そして、これらは悪い生活習慣やストレスによって起きるとされています。もちろんこれらのことが要因の一部になっていることはあると思いますが、私はやはり糖質過剰摂取による頻繁な血糖値スパイクが原因だと思っています。自律神経失調症の薬はあるにはありますが、本当に効果があるのかどうかは私は疑問です。また、抗不安薬や眠剤なども多用されます。結局根本原因が改善しないので、患者さんはあまり良くならず、ベンゾジアゼピン系の薬の依存症のようになってしまうこともあります。

血糖値スパイクは糖質過剰摂取をしていれば頻繁に起こっているでしょう。自律神経失調症は糖質過剰症候群であると考えています。私は自律神経の異常があるのであれば、まずは食事を見直し、糖質制限をすべきだと考えます。

 

「Sympathovagal balance and 1-h postload plasma glucose in normoglucose tolerant hypertensive patients」

「正常耐糖能高血圧患者における交感神経バランスと1時間後の血糖値」(原文はここ

2 thoughts on “経口ブドウ糖負荷試験1時間値が異常であれば自律神経の障害を認める

  1. 清水先生、いつもありがとうございます。
    糖尿病人として時々思う事があります。
    糖尿病は多くの疾患にリスクがあると云う記事をよく目にします。
    それぞれの御専門の医師の方が、糖尿病の病態を考えた時、御専門の疾患の一つが糖質過剰摂取にあるのではと少しもお考えにならないのが不思議です。

    もう一つ思う事は、糖質過剰摂取、糖質過剰症候群がもっと広く認知されるようになったら、一般人よりも方向転換できない医師の方が困るのではと。

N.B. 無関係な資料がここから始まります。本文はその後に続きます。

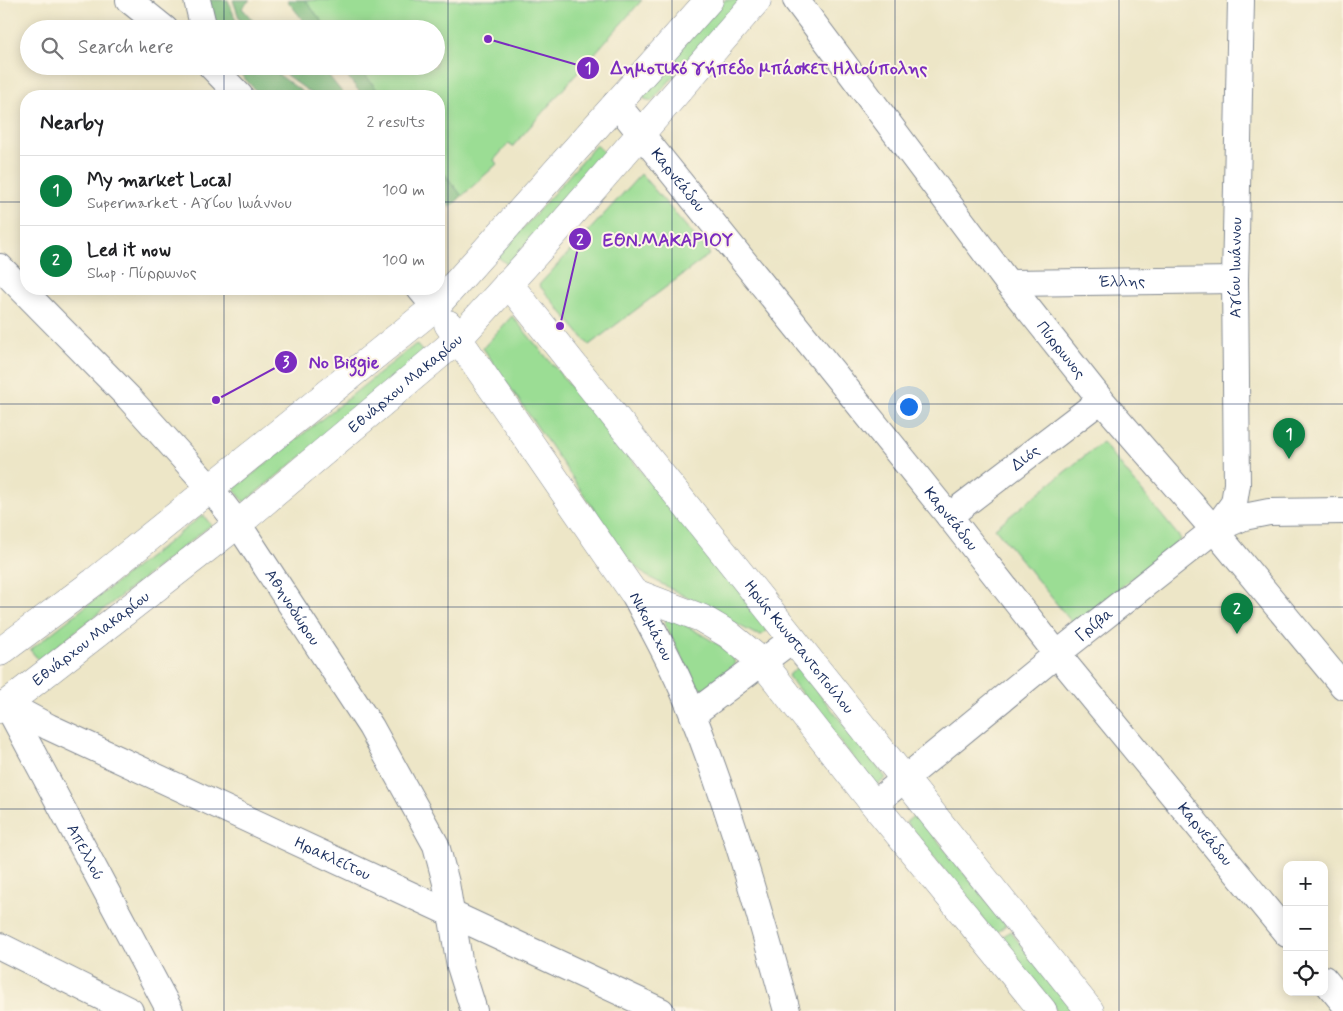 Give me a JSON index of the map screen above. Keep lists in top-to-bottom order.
{
  "streets": {
    "street": [
      "Καρνεάδου",
      "Αγίου Ιωάννου",
      "Έλλης",
      "Πύρρωνος",
      "Εθνάρχου Μακαρίου",
      "Διός",
      "Αθηνοδώρου",
      "Γρίβα",
      "Νικομάχου",
      "Ηρώς Κωνσταντοπούλου",
      "Απελλού",
      "Ηρακλείτου"
    ]
  },
  "crossings": [
    ["Καρνεάδου", "Εθνάρχου Μακαρίου"],
    ["Καρνεάδου", "Διός"],
    ["Καρνεάδου", "Γρίβα"],
    ["Αγίου Ιωάννου", "Έλλης"],
    ["Αγίου Ιωάννου", "Πύρρωνος"],
    ["Αγίου Ιωάννου", "Γρίβα"],
    ["Έλλης", "Πύρρωνος"],
    ["Πύρρωνος", "Διός"],
    ["Πύρρωνος", "Γρίβα"],
    ["Εθνάρχου Μακαρίου", "Αθηνοδώρου"],
    ["Εθνάρχου Μακαρίου", "Νικομάχου"],
    ["Εθνάρχου Μακαρίου", "Ηρώς Κωνσταντοπούλου"],
    ["Εθνάρχου Μακαρίου", "Απελλού"],
    ["Εθνάρχου Μακαρίου", "Ηρακλείτου"],
    ["Αθηνοδώρου", "Ηρακλείτου"],
    ["Γρίβα", "Ηρώς Κωνσταντοπούλου"],
    ["Απελλού", "Ηρακλείτου"]
  ],
  "places": ["Δημοτικό γήπεδο μπάσκετ Ηλιούπολης", "ΕΘΝ.ΜΑΚΑΡΙΟΥ", "Νο Biggie"],
  "page": {
    "search": "Search here",
    "heading": ["Nearby", "2 results"],
    "list": [
      {
        "mark": "1",
        "name": "My market Local",
        "note": "Supermarket · Αγίου Ιωάννου",
        "value": "100 m"
      },
      {
        "mark": "2",
        "name": "Led it now",
        "note": "Shop · Πύρρωνος",
        "value": "100 m"
      }
    ],
    "pins": ["1", "2"],
    "map_buttons": ["+", "−"]
  }
}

    余計な心配はしないで、ただ私は糖質摂取を限りなく少なくして生活して行くだけの事ではありますが。

    1. 太田さん、コメントありがとうございます。

      それぞれの病気にはそれぞれの原因があると考えているのでしょうね。
      でも根本原因は私は糖質過剰摂取だと思っています。
      しかし、もっと多くの人が糖質制限をしてしまうと医療業界は非常に困ってしまいます。
      糖質の依存性、中毒性を考えれば、医療業界が困るほど糖質制限は広まらないと思いますが。